まず、西欧封建制に関しては以下のように定義されます。
奴隷も農奴も土地を占有し、小経営を編成する点は共通しているが、土地占有態様が異なっており、奴隷の土地占有は事実上の関係にすぎず、土地から分離した動産奴隷化が常に可能な形態であるが、農奴の土地占有は、土地所有権が土地緊縛による土地所有義務と結合して成立している形態とされている。
中村哲『奴隷制・農奴制の理論』(中村1977)は、このようなマルクスとエンゲルスの土地占有奴隷制と農奴制の歴史認識を再構成した著作である。この著作では、土地占有奴隷と農奴との相違について、前者をたんなる土地占有者、後者を事実上または法律上の土地所有者と規定し、前者の土地所有関係を奴隷主的土地所有内部の私的関係であるのに対し、後者の土地所有関係を、農奴の土地所有主体としての社会的承認にもとづいて、「司法上および行政上の諸職能が……土地所有の属性」となっており(『資本論』第3巻、658)、領主的土地所有に裁判、特に民事裁判や行政の機能という公共的、国家的性格が内属した関係と規定している(中村1977、179、188―190、213―217、『資本論』第1巻、576)。

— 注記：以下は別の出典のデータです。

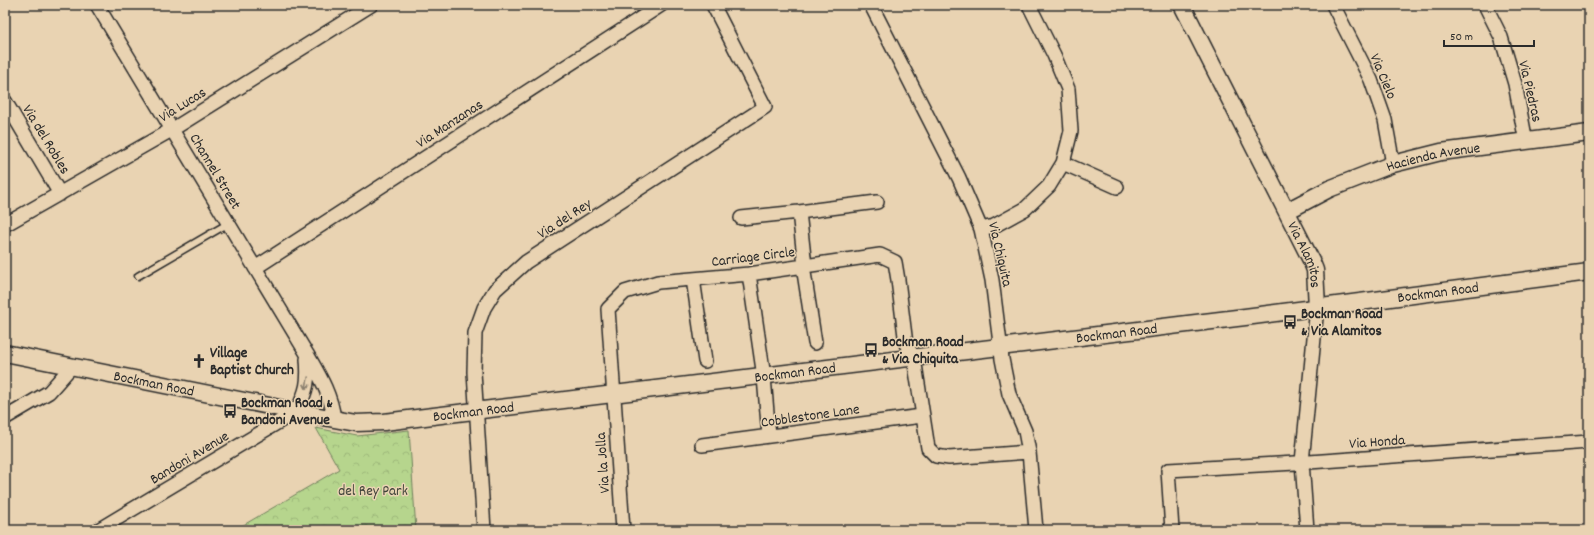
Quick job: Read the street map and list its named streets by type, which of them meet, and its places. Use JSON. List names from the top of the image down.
{
  "streets": {
    "street": [
      "Via Cielo",
      "Via Piedras",
      "Via Lucas",
      "Via Manzanas",
      "Via del Robles",
      "Hacienda Avenue",
      "Channel Street",
      "Via del Rey",
      "Via Chiquita",
      "Via Alamitos",
      "Carriage Circle",
      "Bockman Road",
      "Cobblestone Lane",
      "Via Honda",
      "Bandoni Avenue",
      "Via la Jolla"
    ]
  },
  "crossings": [
    ["Via Cielo", "Hacienda Avenue"],
    ["Via Piedras", "Hacienda Avenue"],
    ["Via Lucas", "Via del Robles"],
    ["Via Lucas", "Channel Street"],
    ["Via Manzanas", "Channel Street"],
    ["Hacienda Avenue", "Via Alamitos"],
    ["Channel Street", "Bockman Road"],
    ["Channel Street", "Bandoni Avenue"],
    ["Via del Rey", "Bockman Road"],
    ["Via Chiquita", "Bockman Road"],
    ["Via Alamitos", "Bockman Road"],
    ["Via Alamitos", "Via Honda"],
    ["Carriage Circle", "Bockman Road"],
    ["Carriage Circle", "Via la Jolla"],
    ["Bockman Road", "Bandoni Avenue"],
    ["Bockman Road", "Via la Jolla"]
  ],
  "parks": ["del Rey Park"],
  "places": {
    "bus stop": ["Bockman Road & Via Alamitos", "Bockman Road & Via Chiquita", "Bockman Road & Bandoni Avenue"],
    "church": ["Village Baptist Church"]
  },
  "scale_bar": "50 m"
}
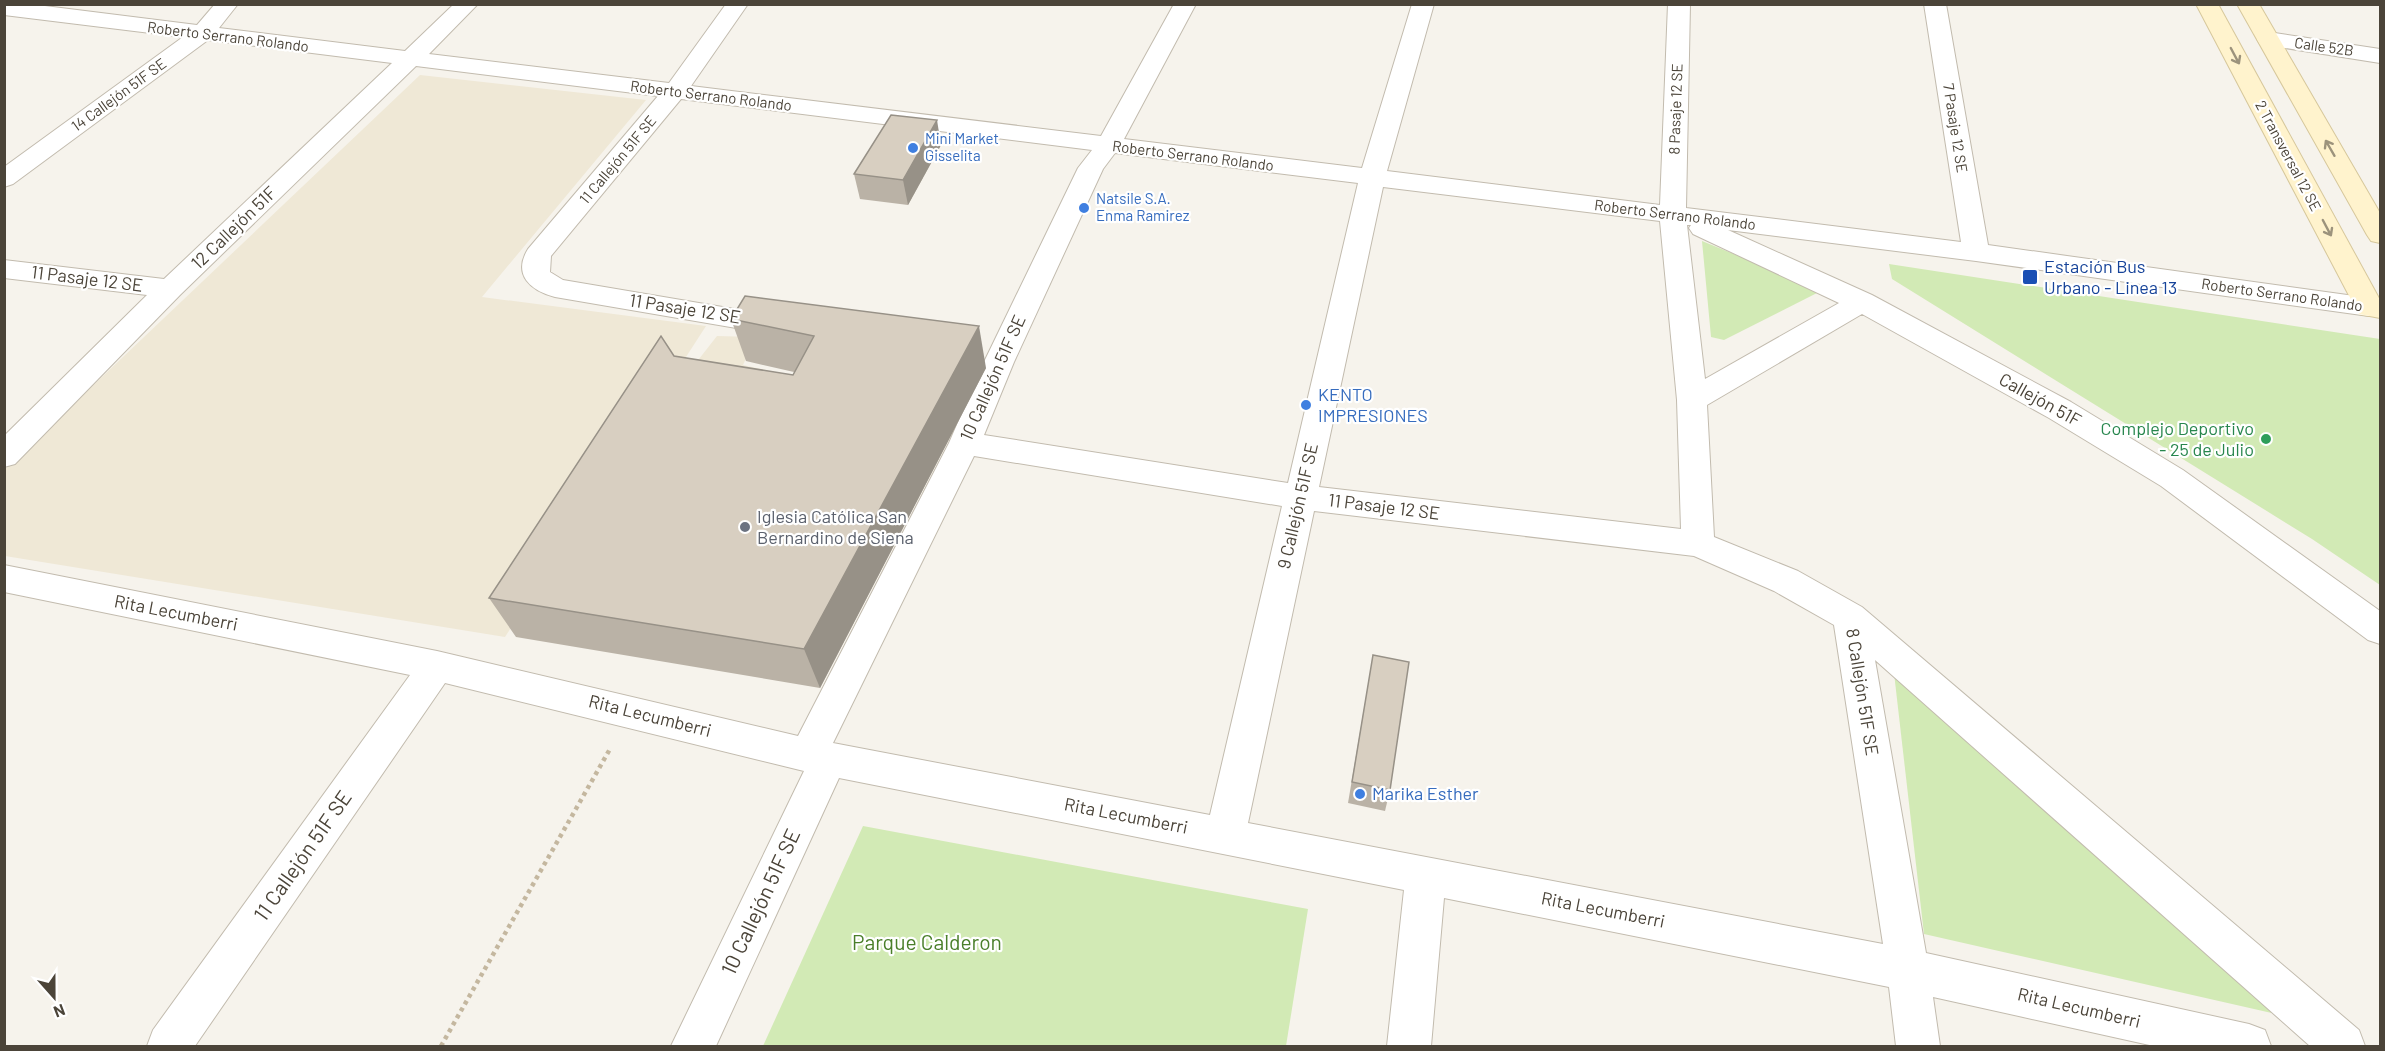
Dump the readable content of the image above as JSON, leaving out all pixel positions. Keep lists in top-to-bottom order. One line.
{"streets":{"street":["Roberto Serrano Rolando","Calle 52B","14 Callejón 51F SE","8 Pasaje 12 SE","7 Pasaje 12 SE","2 Transversal 12 SE","11 Callejón 51F SE","12 Callejón 51F","11 Pasaje 12 SE","10 Callejón 51F SE","Callejón 51F","9 Callejón 51F SE","Rita Lecumberri","8 Callejón 51F SE"]},"crossings":[["Roberto Serrano Rolando","14 Callejón 51F SE"],["Roberto Serrano Rolando","8 Pasaje 12 SE"],["Roberto Serrano Rolando","7 Pasaje 12 SE"],["Roberto Serrano Rolando","2 Transversal 12 SE"],["Roberto Serrano Rolando","11 Callejón 51F SE"],["Roberto Serrano Rolando","12 Callejón 51F"],["Roberto Serrano Rolando","10 Callejón 51F SE"],["Roberto Serrano Rolando","Callejón 51F"],["Roberto Serrano Rolando","9 Callejón 51F SE"],["8 Pasaje 12 SE","Callejón 51F"],["11 Callejón 51F SE","11 Pasaje 12 SE"],["11 Callejón 51F SE","Rita Lecumberri"],["12 Callejón 51F","11 Pasaje 12 SE"],["11 Pasaje 12 SE","10 Callejón 51F SE"],["11 Pasaje 12 SE","9 Callejón 51F SE"],["11 Pasaje 12 SE","8 Callejón 51F SE"],["10 Callejón 51F SE","Rita Lecumberri"],["9 Callejón 51F SE","Rita Lecumberri"],["Rita Lecumberri","8 Callejón 51F SE"]],"parks":["Parque Calderon"],"places":{"other":["Mini Market Gisselita","Natsile S.A. Enma Ramirez","KENTO IMPRESIONES","Complejo Deportivo - 25 de Julio","Iglesia Católica San Bernardino de Siena","Marika Esther"],"transit":["Estación Bus Urbano - Linea 13"]},"north":"bottom"}
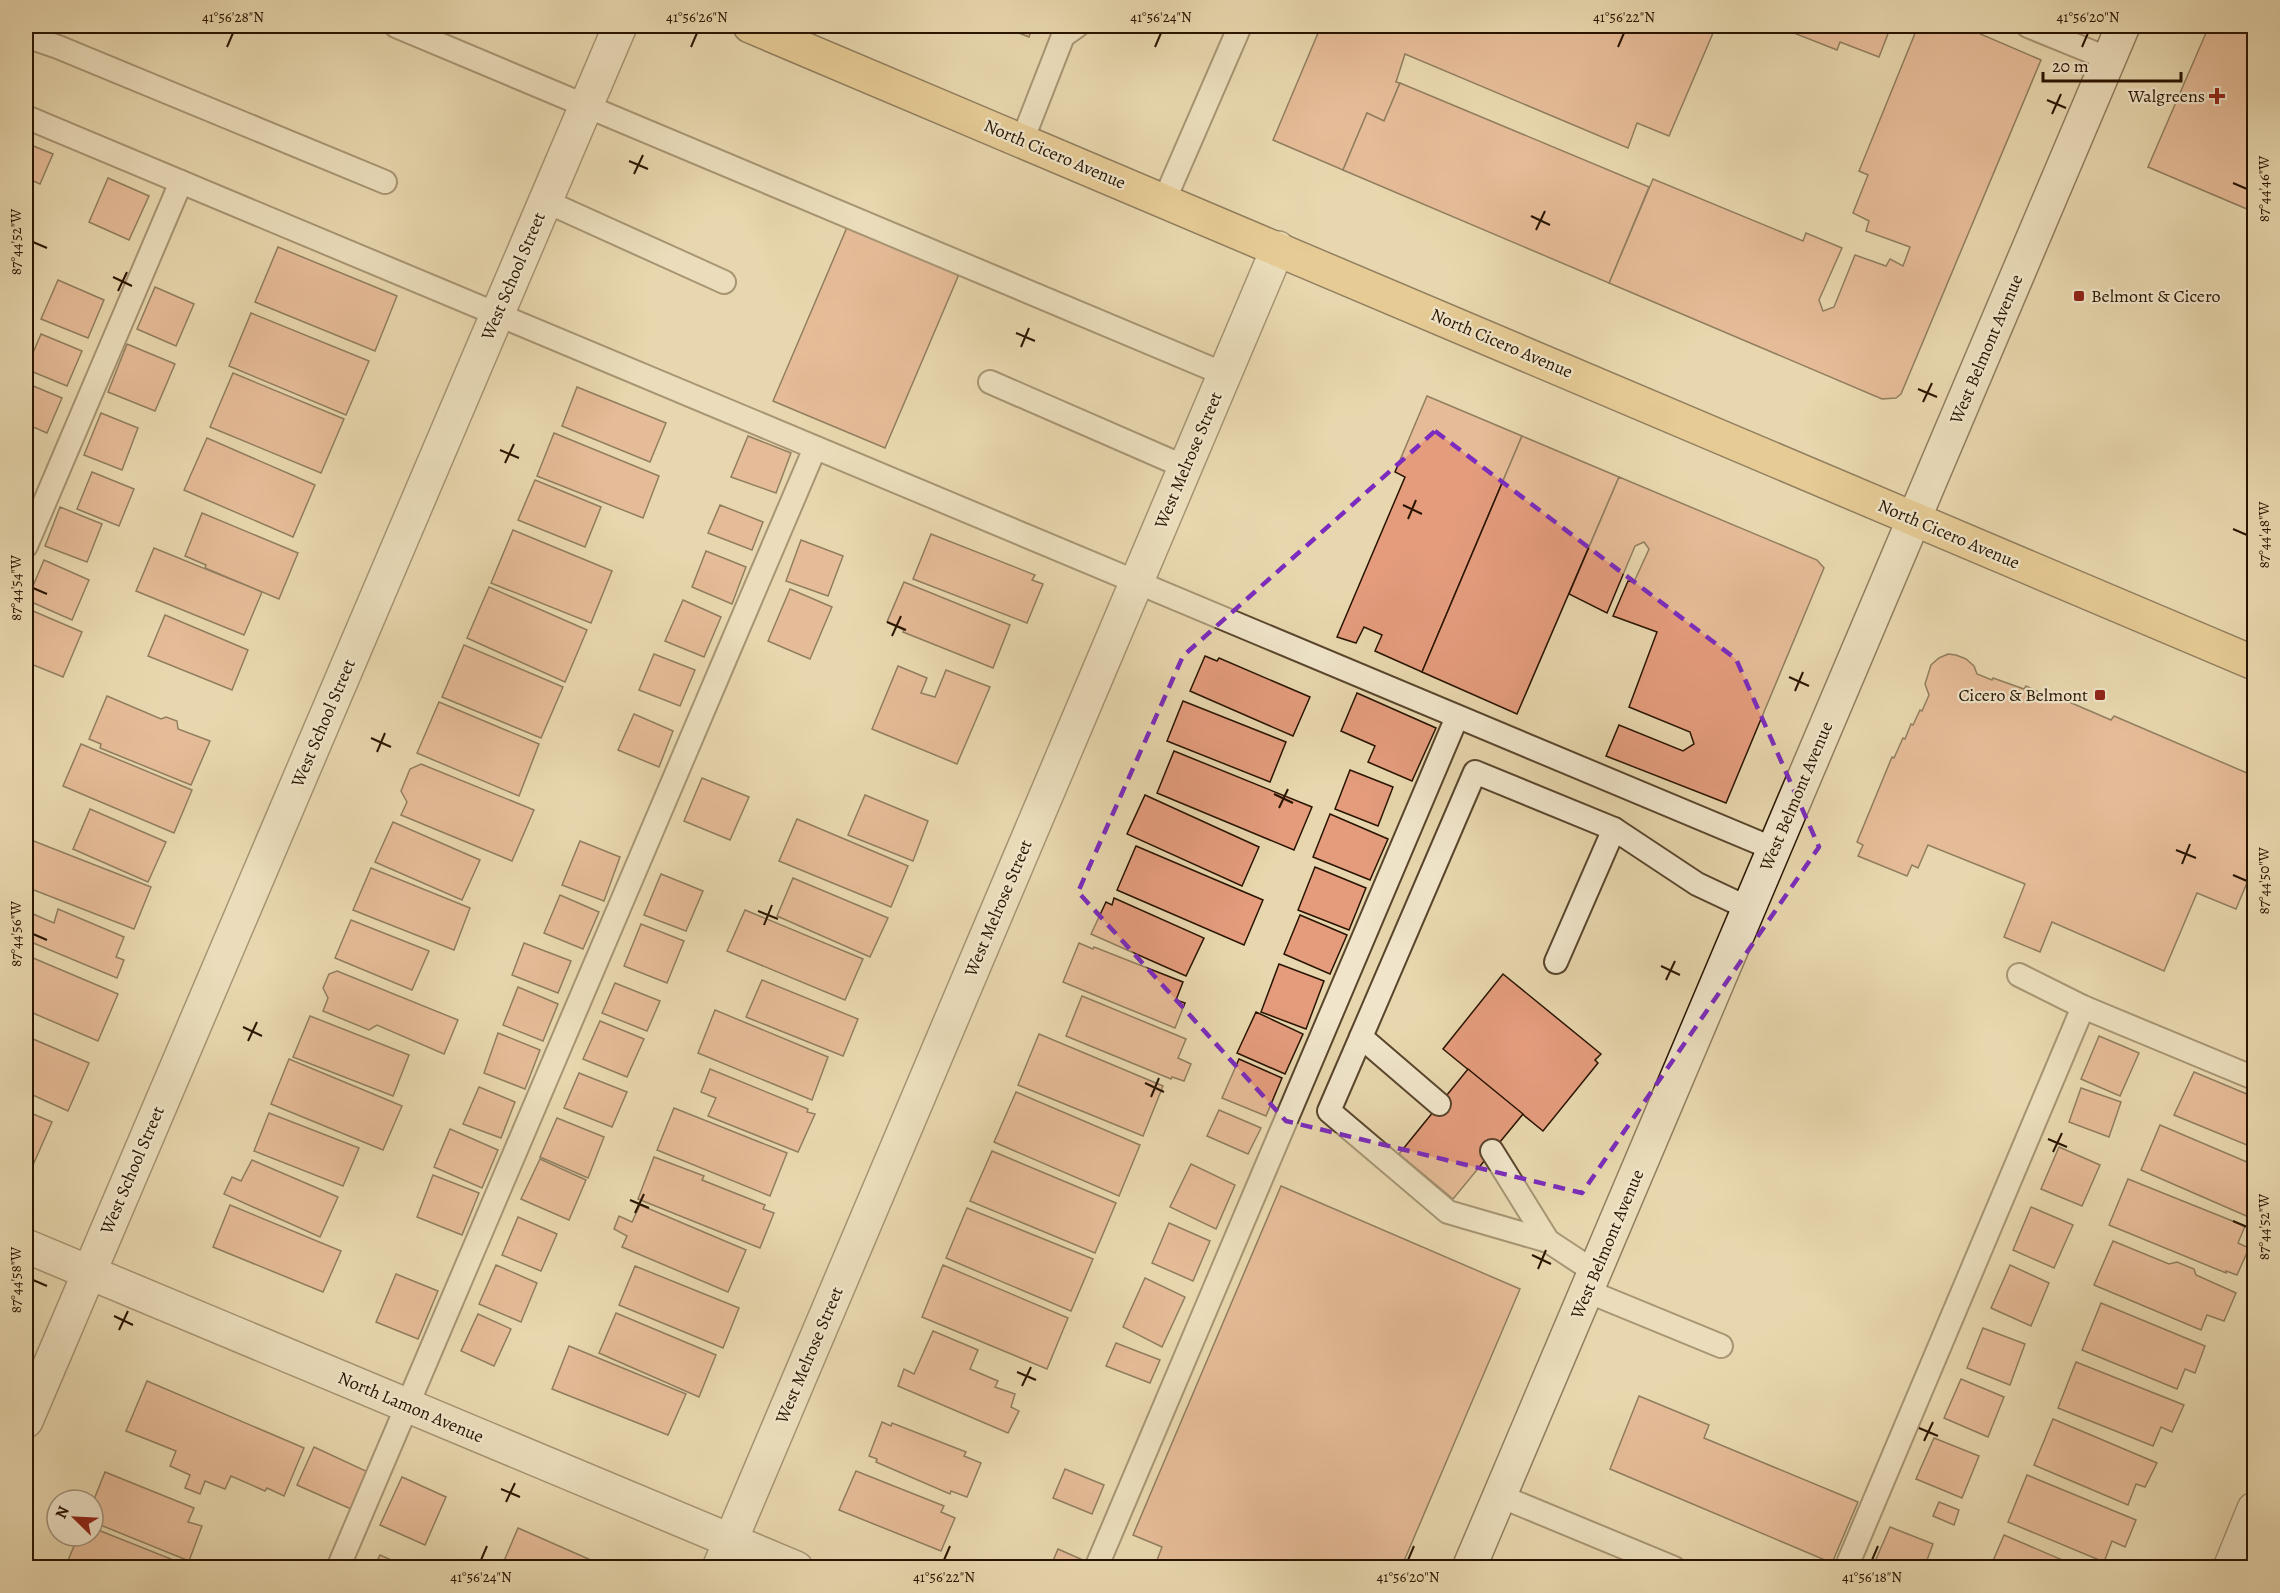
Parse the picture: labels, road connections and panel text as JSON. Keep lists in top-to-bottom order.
{
  "streets": {
    "main road": ["North Cicero Avenue"],
    "street": [
      "West School Street",
      "West Belmont Avenue",
      "West Melrose Street",
      "North Lamon Avenue"
    ]
  },
  "crossings": [
    ["North Cicero Avenue", "West Belmont Avenue"],
    ["North Cicero Avenue", "West Melrose Street"],
    ["West School Street", "North Lamon Avenue"],
    ["West Melrose Street", "North Lamon Avenue"]
  ],
  "places": {
    "health": ["Walgreens"],
    "transit": ["Belmont & Cicero", "Cicero & Belmont"]
  },
  "scale_bar": "20 m",
  "north": "top left",
  "coordinates": [
    "41°56'28\"N",
    "41°56'26\"N",
    "41°56'24\"N",
    "41°56'22\"N",
    "41°56'20\"N",
    "87°44'46\"W",
    "87°44'52\"W",
    "87°44'48\"W",
    "87°44'54\"W",
    "87°44'50\"W",
    "87°44'56\"W",
    "87°44'58\"W",
    "41°56'18\"N"
  ]
}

要するに西欧封建制における農奴とは土地所有の主体だったのであり、
法的にもそれが認められていた点が奴隷とは異なる、
最大の相違点であったと考えられます。
これに対して我が国の幕藩体制下の農奴制はどうであったかというと、
安良城盛昭氏は以下のように規定している。
天下統一を達成し、幕藩体制社会を創始した豊臣秀吉は、日本全土にわたって太閤検地を施行し、この太閤検地を通じて、戦国末期に存在していた武士層の個々の土地所有を全一的なものとしての封建領主的土地所有に集約・一体化することによってこれを掌握し、ここに武士による農民に対する厳しい封建支配の経済的基礎が確定され、さらに、秀吉が全一的に掌握しているこのを封建領主的土地所有を、一時的・部分的に大名に知行として分与し、さらに大名はその給人にこれまた一時的・部分的に知行として分与したものが、大名・給人の所領となっているのである。この意味で、幕藩体制社会における封建的領主的土地所有は、単一のものとして存在し、秀吉・将軍個人の手中に集中・掌握されていたのである。
――(中略)――
幕藩体制社会における土地所有のきわめて特殊なあり方――幕藩体制社会に先行する荘園体制社会においても、西ヨーロッパ中世社会においてもみられない特殊性――がうかがわれる。
つまりここでは所有権などという法的概念などは、
成立し得なかったということです。
では、明治政府による地租改正によって、
この幕藩体制下の農奴制は近代的土地所有に変わったのか、
というと決してそんなことはなかったと安良城盛昭氏は指摘しています。
明治期以降の日本農業における基軸的な土地所有形態として法的確認を受けた半封建的な地主的土地所有は、第2次大戦後の農地改革によって最終的に解体せしめられたが、その生成・展開・解体の歴史において、明治前期は画期的な時期に属している。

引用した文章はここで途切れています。